Prime Minister Vladimir Spidla and his wife Viktorie wearing white Stetson hats and broad smiles - that is an image that dominates today's front pages. The couple posed for a group photo with Czech expatriates living in Texas, who all donned traditional Czech folk costumes for the occasion.
The idyllic picture clashes with a headline in MLADA FRONTA DNES reading "Spidla angered by Klaus' veto". The paper writes that the president's veto of a VAT-hike bill has put the prime minister in a difficult situation. If the bill does not make it through the lower house of parliament, the matter could eventually lead to the collapse of the coalition cabinet, MLADA FRONTA DNES says.
The paper also reports that the commercial television station TV Nova has decided to abolish their controversial Saturday programme "Call the director". The live half-hour one-man-show, tailored for former station head Vladimir Zelezny, was a thorn in the side for the government which repeatedly threatened to revoke TV Nova's licence. The programme was suspended after Mr Zelezny was sacked. According to MLADA FRONTA DNES, the station is now going to replace it with a programme named "Call Nova".
LIDOVE NOVINY reports that police in the north Moravian town of Karvina are organising self-defence courses for women. The important thing, writes LIDOVE NOVINY, is that women in Karvina will not have to pay for the lessons - the costs will be shared by the local town hall and the Interior Ministry. Police experts in the martial arts will give instruction on self-defence to women between 18 and 48 years of age. A similar course was organised in Karvina two years ago with the number of women interested well-exceeding the capacity of the course. A police spokeswoman in Karvina told LIDOVE NOVINY that attacks on women were quite frequent in the region.
LIDOVE NOVINY reports that a herd of bulls that escaped from an organic farm near the town of Havlickuv Brod last week are still at large. The owner tried to lure the adventurous males back by using a rutting heifer as a decoy. The ploy did not work, writes LIDOVE NOVINY, and the ten bulls are still roaming free, troubling the locals as nobody knows how exactly they might behave should they encounter people. If yet another female fails to charm the bulls, vets may use tranquiliser guns to immobilise them or even shoot them dead. Provided that they ever find them, of course.
PRAVO writes about a unique beauty contest held in Prague's Congress Centre on Saturday.

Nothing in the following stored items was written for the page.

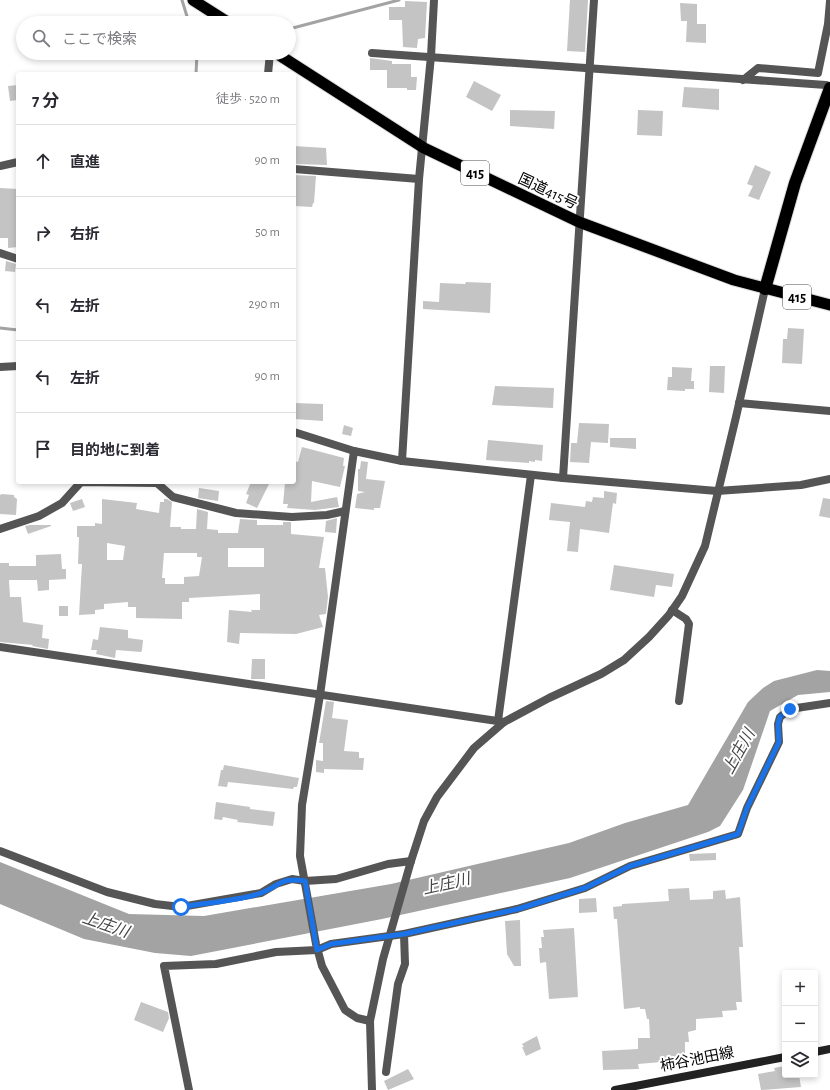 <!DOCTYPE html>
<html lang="ja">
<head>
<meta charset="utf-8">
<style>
  :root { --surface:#fff; --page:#f2f2f3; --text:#2b2b33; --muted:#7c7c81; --line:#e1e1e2 }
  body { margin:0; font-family:"Alegreya Sans","Noto Sans JP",sans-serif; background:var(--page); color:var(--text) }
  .controls { position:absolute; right:12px; bottom:12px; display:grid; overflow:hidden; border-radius:4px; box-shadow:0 2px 6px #0003 }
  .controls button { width:36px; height:36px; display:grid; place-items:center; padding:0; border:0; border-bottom:1px solid var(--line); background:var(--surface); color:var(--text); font:20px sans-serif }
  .stop { position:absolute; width:12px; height:12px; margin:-9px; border:3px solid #1a73e8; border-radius:50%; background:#fff }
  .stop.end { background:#1a73e8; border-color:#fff; box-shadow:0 1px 4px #0008 }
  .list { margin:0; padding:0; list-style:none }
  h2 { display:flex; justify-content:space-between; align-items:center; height:52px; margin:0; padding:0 16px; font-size:17px }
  h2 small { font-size:13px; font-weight:400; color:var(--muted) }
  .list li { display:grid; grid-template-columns:26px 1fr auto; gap:12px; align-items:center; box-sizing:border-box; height:72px; padding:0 16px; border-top:1px solid var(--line) }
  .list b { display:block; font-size:15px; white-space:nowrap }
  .list em { font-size:13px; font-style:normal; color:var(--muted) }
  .icon { flex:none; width:22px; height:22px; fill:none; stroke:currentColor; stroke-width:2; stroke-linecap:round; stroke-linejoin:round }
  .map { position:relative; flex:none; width:830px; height:1090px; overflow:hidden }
  .search { position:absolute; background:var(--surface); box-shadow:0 2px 6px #0003; left:16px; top:16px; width:280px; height:44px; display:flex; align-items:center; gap:10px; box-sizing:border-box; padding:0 14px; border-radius:22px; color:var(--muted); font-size:15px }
  .panel { position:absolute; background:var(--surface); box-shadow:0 2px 6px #0003; left:16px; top:72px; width:280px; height:412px; border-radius:4px }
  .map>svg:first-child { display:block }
  .water { fill:#a3a3a3 }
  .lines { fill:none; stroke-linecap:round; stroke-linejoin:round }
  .stream { stroke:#a3a3a3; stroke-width:3 }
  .building { fill:#c4c4c4; fill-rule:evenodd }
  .trunk-casing { stroke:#dbdbdb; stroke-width:13 }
  .motorway-casing { stroke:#dbdbdb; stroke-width:14 }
  .minor { stroke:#555; stroke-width:8 }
  .tertiary { stroke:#555; stroke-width:8 }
  .secondary { stroke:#222; stroke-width:8 }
  .trunk { stroke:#000; stroke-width:11 }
  .motorway { stroke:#000; stroke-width:12 }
  .route { stroke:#1a73e8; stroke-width:5 }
  .labels { text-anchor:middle; stroke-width:4; stroke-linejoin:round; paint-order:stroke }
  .shield { fill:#fff; stroke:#4c4c4c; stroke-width:1 }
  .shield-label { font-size:14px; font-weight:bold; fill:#000 }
  .street-label { font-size:15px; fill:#000; stroke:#fff }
  .water-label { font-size:16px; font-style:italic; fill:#444; stroke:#fff }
</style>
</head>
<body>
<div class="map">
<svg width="830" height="1090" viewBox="0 0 830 1090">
  <rect width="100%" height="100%" fill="#fff"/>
  <polygon class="water" points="817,670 830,671 830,692 798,695 770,711 743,790 720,826 708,832 570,878 382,919 191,956 155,953 84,939 0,904 0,862 129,914 204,916 391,884 569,843 625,823 688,805 748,702 763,688 774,681"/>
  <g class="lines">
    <g class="stream">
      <polyline points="182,0 189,23"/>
      <polyline points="289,29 399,0"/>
      <polyline points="196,74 197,53"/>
      <polyline points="0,328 18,330"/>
    </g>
  </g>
  <g class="building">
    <polygon points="570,0 588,0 585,52 567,51"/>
    <polygon points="405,1 427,2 425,38 418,39 417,48 403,47 402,20 389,20 389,7 405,7"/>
    <polygon points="680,3 697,4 697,24 706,24 706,43 686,42 687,21 681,21"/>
    <polygon points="370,58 392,61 392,64 411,64 411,77 417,77 416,90 407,90 407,88 387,88 387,70 370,70"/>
    <polygon points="474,81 501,95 492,111 466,97"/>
    <polygon points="18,85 18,100 10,101 8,86"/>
    <polygon points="684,87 719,89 719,110 682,107"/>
    <polygon points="510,110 555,111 554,129 510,126"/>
    <polygon points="638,110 663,111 662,136 637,135"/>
    <polygon points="294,146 326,148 327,165 294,164"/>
    <polygon points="755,165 771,172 759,200 748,196 753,186 747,184"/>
    <polygon points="294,175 316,176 314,203 313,203 312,207 294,206"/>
    <polygon points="0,188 18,189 18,247 8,248 8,238 0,238"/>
    <polygon points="6,261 16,264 15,272 5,271"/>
    <polygon points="466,282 491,283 490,313 423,309 423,301 439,302 440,283 465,284"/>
    <polygon points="788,328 804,329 802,364 782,363 783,339 787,339"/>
    <polygon points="710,366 725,366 724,393 709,392"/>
    <polygon points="672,367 692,368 691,381 694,381 694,389 685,389 685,391 667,390 668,377 672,377"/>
    <polygon points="495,386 554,388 553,408 492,405"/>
    <polygon points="294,403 323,404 323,421 294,419"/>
    <polygon points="579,423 609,424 608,443 591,442 589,463 570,462 571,443 577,443"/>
    <polygon points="344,425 353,428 351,436 342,434"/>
    <polygon points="610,438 636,438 636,449 610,447"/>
    <polygon points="488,440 543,445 542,461 535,460 535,462 529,461 529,463 486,460"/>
    <polygon points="302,447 344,458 343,466 345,466 340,487 312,481 311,502 337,497 339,507 315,510 287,508 288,504 283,504 285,483 294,483 294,461 298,462"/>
    <polygon points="361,461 368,462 366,479 385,481 380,508 374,508 374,510 355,508 357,494 365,492 358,491 358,469 360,469"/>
    <polygon points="251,482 270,482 257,508 246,503 249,495 246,494"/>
    <polygon points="199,488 219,491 218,501 198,498"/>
    <polygon points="604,491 617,493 616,504 613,503 609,533 580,529 578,552 567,551 570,522 549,520 551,503 585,507 586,501 592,502 593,497 604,498"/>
    <polygon points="2,494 14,495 14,497 17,499 16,515 0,514 0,495"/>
    <polygon points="823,498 830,499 830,518 819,516"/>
    <polygon points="82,499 85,507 73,511 70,503"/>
    <path d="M 102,499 L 137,503 L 136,509 L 159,513 L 160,502 L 164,502 L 164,499 L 167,499 L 172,502 L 170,527 L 181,527 L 181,529 L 196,529 L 197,509 L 208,512 L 207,529 L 218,530 L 218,533 L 238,533 L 240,519 L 257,520 L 257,525 L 283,525 L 283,522 L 291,522 L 291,534 L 324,537 L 319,568 L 325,568 L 328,597 L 326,614 L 319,615 L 323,627 L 296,634 L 240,633 L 239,644 L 227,642 L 229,610 L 252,612 L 251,610 L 260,610 L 260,594 L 189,598 L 189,602 L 182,602 L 182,619 L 136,618 L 136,607 L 128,607 L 128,602 L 104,604 L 104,609 L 95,610 L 95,614 L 79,615 L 82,564 L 78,564 L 79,537 L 77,537 L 77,526 L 95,526 L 95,523 L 102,524 ZM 107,543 L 125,546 L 123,560 L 107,560 ZM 228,548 L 264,548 L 264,567 L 228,567 ZM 164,553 L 197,553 L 197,557 L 202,557 L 199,576 L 184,577 L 184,584 L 165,584 L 165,578 L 162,578 Z"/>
    <polygon points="337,518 336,533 325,532 326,521"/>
    <polygon points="30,525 51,525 51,526 28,534 25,526"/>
    <polygon points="61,554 62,569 66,569 66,579 49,580 49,590 38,591 37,580 9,580 10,597 21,597 23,622 43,625 42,638 49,639 48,649 32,646 33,645 0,642 0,563 9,563 9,566 36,566 36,555"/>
    <polygon points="614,565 674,574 672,587 656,585 654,597 610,590"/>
    <rect x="59" y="606" width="9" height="10"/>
    <polygon points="100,627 128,630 128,638 143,640 142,650 141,652 116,650 115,658 96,654 97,650 91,650 93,639 98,640"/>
    <polygon points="252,659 265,659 265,679 251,679"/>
    <polygon points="326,701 334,702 332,718 348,720 344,751 359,752 359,758 364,758 363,770 324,769 324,773 316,772 316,760 323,761 323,743 319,743"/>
    <polygon points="224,765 299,778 297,787 294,787 293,789 228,782 227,787 218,786 221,770 223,770"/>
    <polygon points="216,802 250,807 250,809 275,812 273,826 237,822 238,820 223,817 222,820 214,819"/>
    <polygon points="716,853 716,860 690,861 689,854"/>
    <polygon points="689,888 690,900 713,899 713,891 725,890 726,899 740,897 743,947 739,947 742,1002 736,1002 737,1010 722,1011 723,1017 696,1019 696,1030 688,1032 689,1042 685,1042 685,1060 638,1064 639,1069 603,1070 602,1051 638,1049 638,1038 650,1038 649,1019 647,1019 645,1009 640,1009 640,1007 624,1009 617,919 614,919 613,907 622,906 622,904 669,901 668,889"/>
    <polygon points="596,898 597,912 579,913 579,899"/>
    <polygon points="520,920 521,966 514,966 507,954 505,921"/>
    <polygon points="574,928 578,997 549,999 546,962 540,963 539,948 542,948 541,937 544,937 543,930"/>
    <polygon points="141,1002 168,1012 169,1018 163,1032 134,1020"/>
    <polygon points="537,1036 541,1049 526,1056 522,1047 524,1047 522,1044"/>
    <polygon points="785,1066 785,1075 799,1075 801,1087 761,1090 758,1074 775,1071 774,1068"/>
    <polygon points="408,1069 414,1079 388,1090 384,1081"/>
  </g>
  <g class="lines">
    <g class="trunk-casing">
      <g id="trunk">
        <polyline points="193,0 229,23"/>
        <polyline points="276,53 424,148 579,222 734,280 830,305"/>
      </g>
    </g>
    <g class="motorway-casing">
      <polyline id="motorway" points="765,289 795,183 830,88"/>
    </g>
    <g class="minor">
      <polyline points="372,53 826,85"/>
      <polyline points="268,74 270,53"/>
      <polyline points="743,80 758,68 818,73 828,24 830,1"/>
      <polyline points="0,166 18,162"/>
      <polyline points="294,169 419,179"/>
      <polyline points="739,403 830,411"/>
      <polyline points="354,451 320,695 302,805 300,856 316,944 322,966 345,1010 357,1018 370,1021"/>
      <polyline points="402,461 419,179 431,56 434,0"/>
      <polyline points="563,478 594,0"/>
      <polyline points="0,529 39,516 62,503 81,482 157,483 173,497 236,513 292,517 327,515 345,511"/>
      <polyline points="672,610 686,619 689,624 679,701"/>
      <polyline points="0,647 504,722"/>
      <polyline points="498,721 531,475"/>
      <polyline points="0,851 107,892 155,904 181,907 261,893 276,884 292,879 305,881 336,879 388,864 411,861"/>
      <polyline points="386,1072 398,984 405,964 404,934 517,909 585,888 630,866 738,834 747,808 779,742 778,724 780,717 790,709 830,703"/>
      <polyline points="189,1090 164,966 216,964 276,952 317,950 331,944 404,934"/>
    </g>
    <g class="tertiary">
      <polyline points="0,253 18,259"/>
      <polyline points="0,367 18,366"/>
      <polyline points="294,432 354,451 402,461 563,478 717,491 801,485 830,479"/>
      <polyline points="372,1090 370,1021 383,959 411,861 424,821 437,797 474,748 504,722 549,698 601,674 624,660 649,637 669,615 682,596 705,546 736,417 765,289"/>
    </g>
    <g class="secondary">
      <polyline points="815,1052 830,1049"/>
      <polyline points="615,1090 785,1057"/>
    </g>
    <use href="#trunk" class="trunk"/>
    <use href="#motorway" class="motorway"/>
  </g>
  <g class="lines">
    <path class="route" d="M 181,907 C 204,903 239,901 261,893 C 281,885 280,877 305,881 L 317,950 L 331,944 L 404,934 L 518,909 L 585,888 L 630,866 L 738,834 L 747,808 L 779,742 L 778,724 L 780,717 L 790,709"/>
  </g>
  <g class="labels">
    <g class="shield">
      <rect x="461" y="161" width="28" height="24" rx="3"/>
      <rect x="783" y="285" width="28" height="24" rx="3"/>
    </g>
    <g class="shield-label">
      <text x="475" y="178">415</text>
      <text x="797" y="302">415</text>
    </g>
    <g class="street-label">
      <text transform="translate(548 191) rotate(25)" y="5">国道415号</text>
      <text transform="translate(697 1059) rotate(-11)" y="5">柿谷池田線</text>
    </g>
    <g class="water-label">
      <text transform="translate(738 751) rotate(-61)" y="6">上庄川</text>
      <text transform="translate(446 883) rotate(-13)" y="6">上庄川</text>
      <text transform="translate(106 924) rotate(19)" y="6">上庄川</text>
    </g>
  </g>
</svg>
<div class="controls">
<button>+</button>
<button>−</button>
<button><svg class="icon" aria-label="layers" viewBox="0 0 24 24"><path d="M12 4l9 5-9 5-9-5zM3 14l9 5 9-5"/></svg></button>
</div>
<div class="stop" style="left:181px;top:907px"></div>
<div class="stop end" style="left:790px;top:709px"></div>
<div class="search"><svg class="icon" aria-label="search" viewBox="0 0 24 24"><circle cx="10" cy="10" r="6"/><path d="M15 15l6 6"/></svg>ここで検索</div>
<section class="panel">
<h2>7 分<small>徒歩 · 520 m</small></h2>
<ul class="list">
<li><svg class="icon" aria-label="ahead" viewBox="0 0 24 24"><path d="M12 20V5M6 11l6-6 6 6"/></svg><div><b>直進</b></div><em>90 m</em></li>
<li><svg class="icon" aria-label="right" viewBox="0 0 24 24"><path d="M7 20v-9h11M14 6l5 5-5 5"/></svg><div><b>右折</b></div><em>50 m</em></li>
<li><svg class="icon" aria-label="left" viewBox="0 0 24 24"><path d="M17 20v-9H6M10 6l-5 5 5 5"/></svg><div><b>左折</b></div><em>290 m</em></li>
<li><svg class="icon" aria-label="left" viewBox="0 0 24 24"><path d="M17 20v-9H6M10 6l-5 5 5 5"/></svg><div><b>左折</b></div><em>90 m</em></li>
<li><svg class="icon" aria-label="arrive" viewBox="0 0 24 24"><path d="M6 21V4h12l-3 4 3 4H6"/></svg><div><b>目的地に到着</b></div></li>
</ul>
</section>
</div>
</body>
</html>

The Miss Deaf World contest, initiated by the Czech association of the hearing-impaired, took place for the third time, and for the second time in a row in Prague. This year's winner is 21-year old Galina Broyko from Ukraine. Nineteen stunning young women from around the world represented their countries at the beauty pageant whose aim is closer integration of hearing impaired people into society. The winner, Galina Broyko from Ukraine, told PRAVO that although she could not hear the applause she received, she could feel its vibrations in her chest.
HOSPODARSKE NOVINY carries a story about the Czech 500-crown banknote which is celebrating its tenth birthday these days. The paper writes that instead of the Czech 19-century writer Bozena Nemcova, the note was originally meant to bear the portrait of the 19-century Slovak linguist, poet and politician Ludovit Stur. However, the split of Czechoslovakia and the consequent monetary separation changed everything, and because of time pressure, the first series of the new Czech banknotes, designed by artist Oldrich Kulhanek, were printed in England.